## TASK PROMPT
Each line in the entries below that holds the string "object" is to be listed.

*** DATA EXCERPTS

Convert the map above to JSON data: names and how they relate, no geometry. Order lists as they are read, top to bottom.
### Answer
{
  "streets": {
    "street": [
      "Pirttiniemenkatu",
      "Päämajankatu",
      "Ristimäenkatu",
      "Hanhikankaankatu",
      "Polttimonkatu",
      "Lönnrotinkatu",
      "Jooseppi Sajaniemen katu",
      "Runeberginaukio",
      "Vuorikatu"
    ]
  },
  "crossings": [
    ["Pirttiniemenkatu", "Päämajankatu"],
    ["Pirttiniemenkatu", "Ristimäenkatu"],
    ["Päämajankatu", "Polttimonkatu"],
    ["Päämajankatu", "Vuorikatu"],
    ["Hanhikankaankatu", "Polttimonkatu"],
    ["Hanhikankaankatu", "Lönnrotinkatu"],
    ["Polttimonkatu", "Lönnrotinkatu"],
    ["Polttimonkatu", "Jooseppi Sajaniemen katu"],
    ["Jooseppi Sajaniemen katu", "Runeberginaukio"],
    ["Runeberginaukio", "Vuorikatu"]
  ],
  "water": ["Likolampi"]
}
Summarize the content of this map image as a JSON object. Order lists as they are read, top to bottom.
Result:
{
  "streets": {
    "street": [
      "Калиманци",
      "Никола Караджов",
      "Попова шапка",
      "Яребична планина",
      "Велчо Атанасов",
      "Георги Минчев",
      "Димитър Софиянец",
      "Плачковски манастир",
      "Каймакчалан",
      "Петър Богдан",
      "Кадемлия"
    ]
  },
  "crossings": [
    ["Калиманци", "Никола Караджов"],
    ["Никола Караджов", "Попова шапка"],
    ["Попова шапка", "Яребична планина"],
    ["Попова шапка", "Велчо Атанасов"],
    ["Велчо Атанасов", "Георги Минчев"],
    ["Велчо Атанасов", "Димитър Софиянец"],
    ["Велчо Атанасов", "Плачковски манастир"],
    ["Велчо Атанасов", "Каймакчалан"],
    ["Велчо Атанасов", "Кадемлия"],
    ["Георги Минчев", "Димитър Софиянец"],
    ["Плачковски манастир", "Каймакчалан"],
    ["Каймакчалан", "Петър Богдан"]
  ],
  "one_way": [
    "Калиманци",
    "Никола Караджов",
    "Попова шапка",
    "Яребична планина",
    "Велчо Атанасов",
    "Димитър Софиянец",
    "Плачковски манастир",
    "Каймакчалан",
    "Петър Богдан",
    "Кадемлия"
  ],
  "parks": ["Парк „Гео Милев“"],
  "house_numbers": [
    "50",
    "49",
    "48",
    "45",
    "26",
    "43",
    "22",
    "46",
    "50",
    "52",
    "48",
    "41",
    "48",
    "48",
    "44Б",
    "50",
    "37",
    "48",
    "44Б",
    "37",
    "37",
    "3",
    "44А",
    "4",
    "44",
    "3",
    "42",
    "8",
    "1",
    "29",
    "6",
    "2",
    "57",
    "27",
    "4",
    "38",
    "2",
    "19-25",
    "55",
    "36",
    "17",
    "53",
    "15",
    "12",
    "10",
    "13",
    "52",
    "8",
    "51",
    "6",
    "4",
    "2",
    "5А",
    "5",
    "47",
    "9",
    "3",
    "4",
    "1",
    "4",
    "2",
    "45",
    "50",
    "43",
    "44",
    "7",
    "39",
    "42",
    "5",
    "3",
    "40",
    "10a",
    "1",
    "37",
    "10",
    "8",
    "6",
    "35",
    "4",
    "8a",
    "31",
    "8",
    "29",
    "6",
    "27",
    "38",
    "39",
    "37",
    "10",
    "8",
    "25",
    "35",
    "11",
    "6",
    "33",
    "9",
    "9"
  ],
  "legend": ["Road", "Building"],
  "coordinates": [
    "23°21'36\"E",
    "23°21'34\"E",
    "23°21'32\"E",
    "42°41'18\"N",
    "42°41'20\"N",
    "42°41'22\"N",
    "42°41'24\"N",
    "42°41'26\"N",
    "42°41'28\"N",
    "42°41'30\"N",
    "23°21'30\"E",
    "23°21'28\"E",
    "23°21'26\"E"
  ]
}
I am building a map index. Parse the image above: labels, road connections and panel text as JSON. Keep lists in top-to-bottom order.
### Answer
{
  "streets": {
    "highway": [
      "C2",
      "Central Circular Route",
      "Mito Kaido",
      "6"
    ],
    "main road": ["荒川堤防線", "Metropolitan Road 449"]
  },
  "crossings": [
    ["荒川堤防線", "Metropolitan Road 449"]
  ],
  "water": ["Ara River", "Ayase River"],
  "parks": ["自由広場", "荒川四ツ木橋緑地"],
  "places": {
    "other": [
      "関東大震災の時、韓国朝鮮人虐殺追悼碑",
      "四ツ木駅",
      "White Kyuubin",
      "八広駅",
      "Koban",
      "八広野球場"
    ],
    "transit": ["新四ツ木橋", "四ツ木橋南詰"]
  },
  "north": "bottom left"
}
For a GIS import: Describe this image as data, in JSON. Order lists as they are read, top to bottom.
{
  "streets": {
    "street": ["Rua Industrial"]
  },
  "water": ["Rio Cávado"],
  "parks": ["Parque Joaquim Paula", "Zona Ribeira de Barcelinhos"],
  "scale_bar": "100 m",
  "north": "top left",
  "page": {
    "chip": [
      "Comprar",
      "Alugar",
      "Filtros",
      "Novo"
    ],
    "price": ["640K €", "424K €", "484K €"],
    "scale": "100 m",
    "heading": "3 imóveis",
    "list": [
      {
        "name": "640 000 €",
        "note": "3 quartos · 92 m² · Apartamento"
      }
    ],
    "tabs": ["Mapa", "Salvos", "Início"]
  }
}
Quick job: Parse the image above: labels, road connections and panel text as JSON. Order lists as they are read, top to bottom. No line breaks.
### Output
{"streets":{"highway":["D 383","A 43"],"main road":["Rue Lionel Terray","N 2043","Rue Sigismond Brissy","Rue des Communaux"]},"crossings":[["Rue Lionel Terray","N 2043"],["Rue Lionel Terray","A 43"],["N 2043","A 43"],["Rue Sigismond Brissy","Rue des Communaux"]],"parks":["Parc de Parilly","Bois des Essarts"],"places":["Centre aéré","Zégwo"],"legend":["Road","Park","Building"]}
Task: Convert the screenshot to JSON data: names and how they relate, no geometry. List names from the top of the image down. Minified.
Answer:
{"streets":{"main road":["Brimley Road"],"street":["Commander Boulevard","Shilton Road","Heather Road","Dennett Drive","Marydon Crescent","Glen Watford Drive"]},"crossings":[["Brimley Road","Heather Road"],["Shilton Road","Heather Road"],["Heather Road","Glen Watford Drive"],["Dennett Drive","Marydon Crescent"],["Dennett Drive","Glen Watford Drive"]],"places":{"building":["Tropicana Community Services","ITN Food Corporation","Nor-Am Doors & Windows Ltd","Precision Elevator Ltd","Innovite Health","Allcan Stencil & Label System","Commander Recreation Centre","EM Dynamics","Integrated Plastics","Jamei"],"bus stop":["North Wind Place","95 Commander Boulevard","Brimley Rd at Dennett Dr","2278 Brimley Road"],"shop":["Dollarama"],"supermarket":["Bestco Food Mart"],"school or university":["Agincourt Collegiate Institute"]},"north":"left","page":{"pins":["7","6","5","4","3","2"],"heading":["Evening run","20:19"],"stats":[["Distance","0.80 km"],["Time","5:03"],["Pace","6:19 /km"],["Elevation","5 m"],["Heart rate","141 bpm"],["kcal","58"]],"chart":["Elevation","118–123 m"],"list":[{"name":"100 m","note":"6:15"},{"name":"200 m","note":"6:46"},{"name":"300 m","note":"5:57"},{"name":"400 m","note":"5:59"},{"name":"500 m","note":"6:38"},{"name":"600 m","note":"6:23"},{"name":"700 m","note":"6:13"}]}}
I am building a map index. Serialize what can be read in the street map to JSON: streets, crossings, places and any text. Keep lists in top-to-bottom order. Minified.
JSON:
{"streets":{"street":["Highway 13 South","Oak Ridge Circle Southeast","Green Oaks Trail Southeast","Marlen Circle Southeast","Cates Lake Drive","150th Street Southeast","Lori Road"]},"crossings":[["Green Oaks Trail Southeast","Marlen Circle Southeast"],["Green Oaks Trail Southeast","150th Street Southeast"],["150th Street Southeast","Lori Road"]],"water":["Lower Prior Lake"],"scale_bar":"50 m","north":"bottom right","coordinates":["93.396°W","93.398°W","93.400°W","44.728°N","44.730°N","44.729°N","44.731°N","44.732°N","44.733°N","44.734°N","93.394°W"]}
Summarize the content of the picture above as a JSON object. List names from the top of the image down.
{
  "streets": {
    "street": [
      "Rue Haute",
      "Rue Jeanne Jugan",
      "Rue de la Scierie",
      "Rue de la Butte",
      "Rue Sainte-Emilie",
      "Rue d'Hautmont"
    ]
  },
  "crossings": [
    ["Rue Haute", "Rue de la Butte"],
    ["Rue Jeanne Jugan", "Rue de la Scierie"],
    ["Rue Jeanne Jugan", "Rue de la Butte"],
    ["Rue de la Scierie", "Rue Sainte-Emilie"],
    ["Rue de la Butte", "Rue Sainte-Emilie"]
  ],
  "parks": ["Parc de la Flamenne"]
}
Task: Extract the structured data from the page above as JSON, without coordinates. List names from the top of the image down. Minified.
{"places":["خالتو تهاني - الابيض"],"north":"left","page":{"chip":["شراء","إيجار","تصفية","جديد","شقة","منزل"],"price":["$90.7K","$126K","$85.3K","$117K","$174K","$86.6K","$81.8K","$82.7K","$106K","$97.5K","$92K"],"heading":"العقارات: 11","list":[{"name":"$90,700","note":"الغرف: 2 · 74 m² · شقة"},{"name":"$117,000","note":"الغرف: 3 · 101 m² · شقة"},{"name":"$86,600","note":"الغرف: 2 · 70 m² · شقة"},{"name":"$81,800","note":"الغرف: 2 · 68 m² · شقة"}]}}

******

## WRITTEN REPLY
Summarize the content of this map image as a JSON object. Order lists as they are read, top to bottom.
Summarize the content of the picture above as a JSON object. List names from the top of the image down.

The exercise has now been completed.